Mes sentiments face aux peintures de Soulages m’ont surpris par leur parenté avec des sentiments provoqués par mes activités de recherche et d’enseignement en mathématiques.

Il y a quelques mois j’ai visité la retrospective consacrée à Pierre Soulages au Centre Pompidou de Paris. J’ai hésité avant d’y aller, car j’avais des idées préconçues réductrices sur sa peinture, que je croyais pauvrement consacrée au noir.

J’y fus ébloui par la richesse des sortes de noir, par les mouvements et les formes, par les jeux du noir avec la lumière et les autres couleurs, surgissant parfois avec impétuosité d’un interstice dans un océan noir ! Soudain, le pouvoir simplificateur du langage, certes indispensable, se révélait terriblement traître. J’avais failli passer à côté de cette expérience incroyable car ma compréhension de la notion de noir était aussi réduite que le mot était court !

Soulages s’exprima de la manière suivante à ce sujet 3Dans un livre d’entretiens avec Françoise Jaunin, intitulé « Pierre Soulages.
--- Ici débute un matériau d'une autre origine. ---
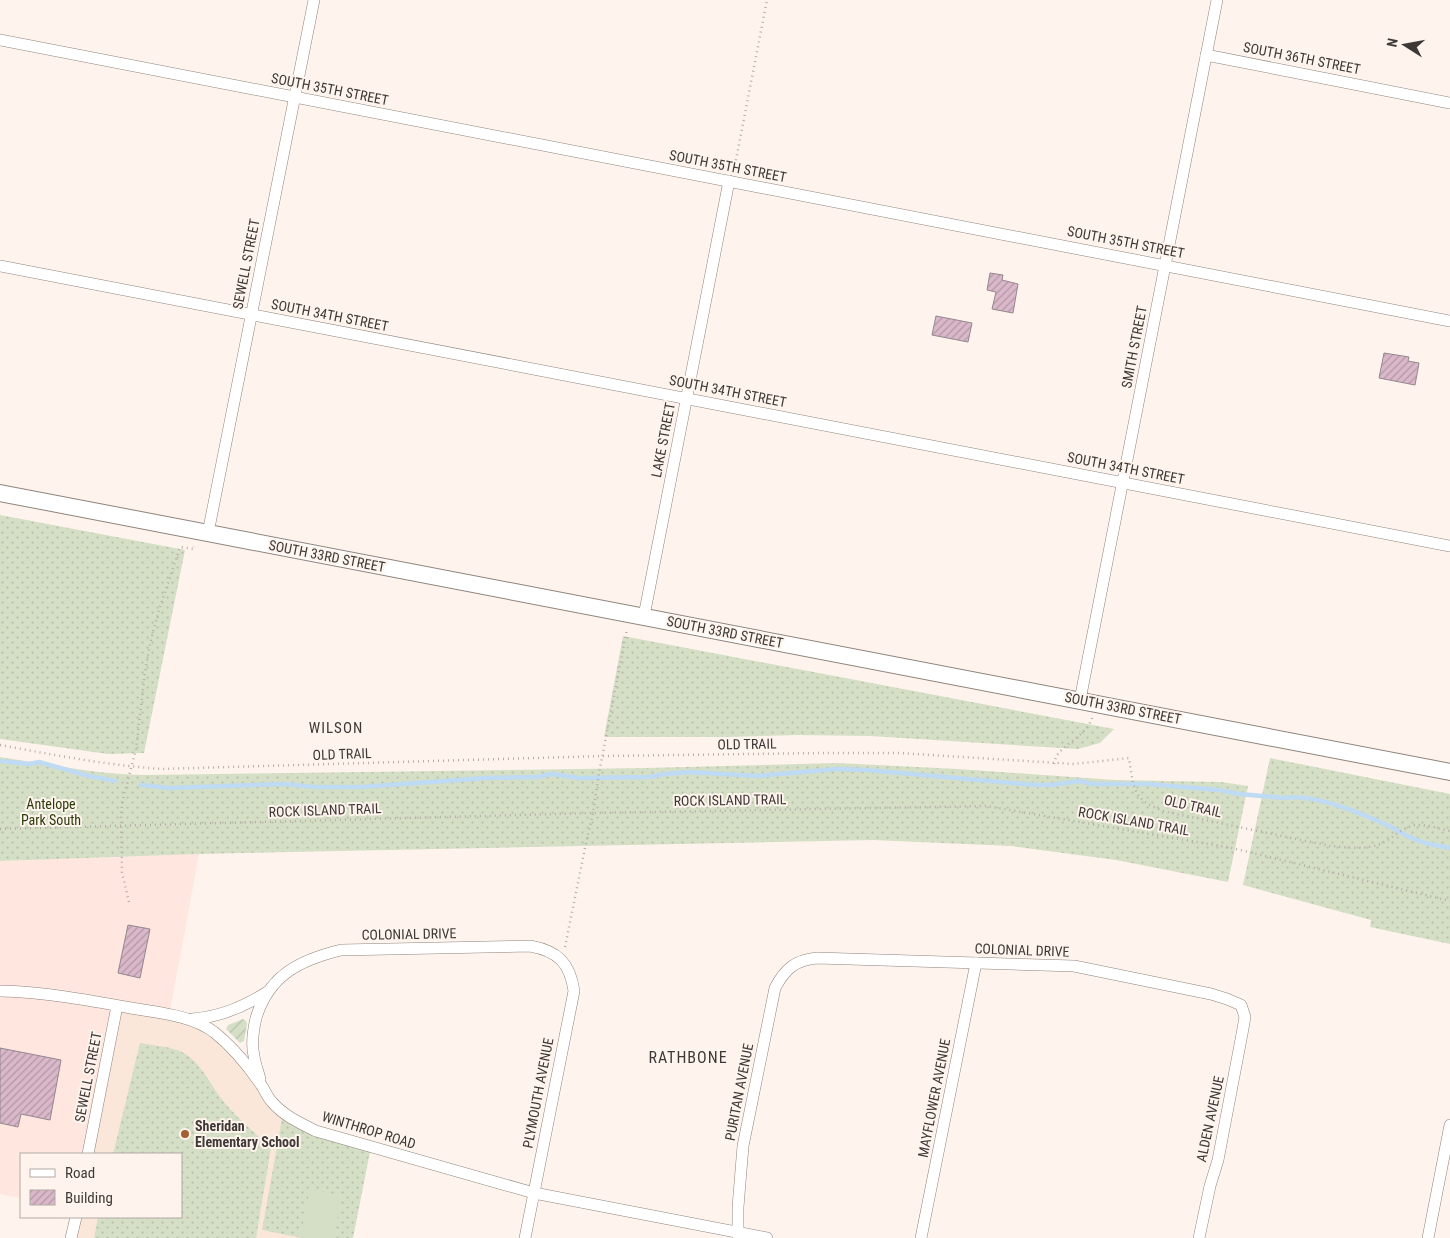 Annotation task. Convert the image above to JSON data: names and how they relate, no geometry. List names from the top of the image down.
{
  "streets": {
    "main road": ["SOUTH 33RD STREET"],
    "street": [
      "SOUTH 36TH STREET",
      "SOUTH 35TH STREET",
      "SEWELL STREET",
      "SOUTH 34TH STREET",
      "SMITH STREET",
      "LAKE STREET",
      "COLONIAL DRIVE",
      "PURITAN AVENUE",
      "PLYMOUTH AVENUE",
      "MAYFLOWER AVENUE",
      "ALDEN AVENUE",
      "WINTHROP ROAD"
    ],
    "path": ["OLD TRAIL", "ROCK ISLAND TRAIL"]
  },
  "crossings": [
    ["SOUTH 36TH STREET", "SMITH STREET"],
    ["SOUTH 35TH STREET", "SEWELL STREET"],
    ["SOUTH 35TH STREET", "SMITH STREET"],
    ["SOUTH 35TH STREET", "LAKE STREET"],
    ["SEWELL STREET", "SOUTH 34TH STREET"],
    ["SEWELL STREET", "SOUTH 33RD STREET"],
    ["SEWELL STREET", "WINTHROP ROAD"],
    ["SOUTH 34TH STREET", "SMITH STREET"],
    ["SOUTH 34TH STREET", "LAKE STREET"],
    ["SMITH STREET", "SOUTH 33RD STREET"],
    ["LAKE STREET", "SOUTH 33RD STREET"],
    ["COLONIAL DRIVE", "PURITAN AVENUE"],
    ["COLONIAL DRIVE", "PLYMOUTH AVENUE"],
    ["COLONIAL DRIVE", "MAYFLOWER AVENUE"],
    ["COLONIAL DRIVE", "ALDEN AVENUE"],
    ["COLONIAL DRIVE", "WINTHROP ROAD"],
    ["PURITAN AVENUE", "WINTHROP ROAD"],
    ["PLYMOUTH AVENUE", "WINTHROP ROAD"]
  ],
  "districts": ["WILSON", "RATHBONE"],
  "parks": ["Antelope Park South"],
  "places": ["Sheridan Elementary School"],
  "legend": ["Road", "Building"],
  "north": "left"
}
Noir lumière » et publié en 2002 dans la collection « Paroles Vives » de l’édition suisse « La Bibliothèque des Arts ». L’extrait suivant provient des pages 13 et 14. :

D’abord on peut essayer de comprendre à travers des mots ce qu’est l’absence de mots. Et montrer les limites des mots. Je prends l’exemple le plus élémentaire qui soit : quand vous dites noir, ou n’importe quel nom de couleur, vous ne dites pas si c’est grand ou si c’est petit. […] Or, lorsqu’on se trouve devant une immense étendue de couleur, on n’est pas du tout touché de la même manière que devant un confetti de la même couleur. […] Ensuite, quand on dit noir, on ne dit pas non plus si c’est rond ou carré, anguleux ou doux. La forme modifie la couleur. […] Mais il y a encore la densité et la texture. Un noir, ça peut être transparent ou opaque : c’est pas pareil du tout. Ça peut être brillant ou mat, lisse ou grenu, et ça change tout. Quand vous regardez une couleur, toutes ces composantes y sont présentes, et pourtant vous ne la désignez que par une pauvre abstraction, le mot noir, ou jaune ou bleu, ce qui est terriblement réducteur par rapport à la perception que vous en avez. Sans compter qu’une couleur ne vous arrive jamais seule. Elle est forcément placée à côté d’une autre et en relation avec ce qui l’entoure. La couleur n’existe jamais dans l’absolu.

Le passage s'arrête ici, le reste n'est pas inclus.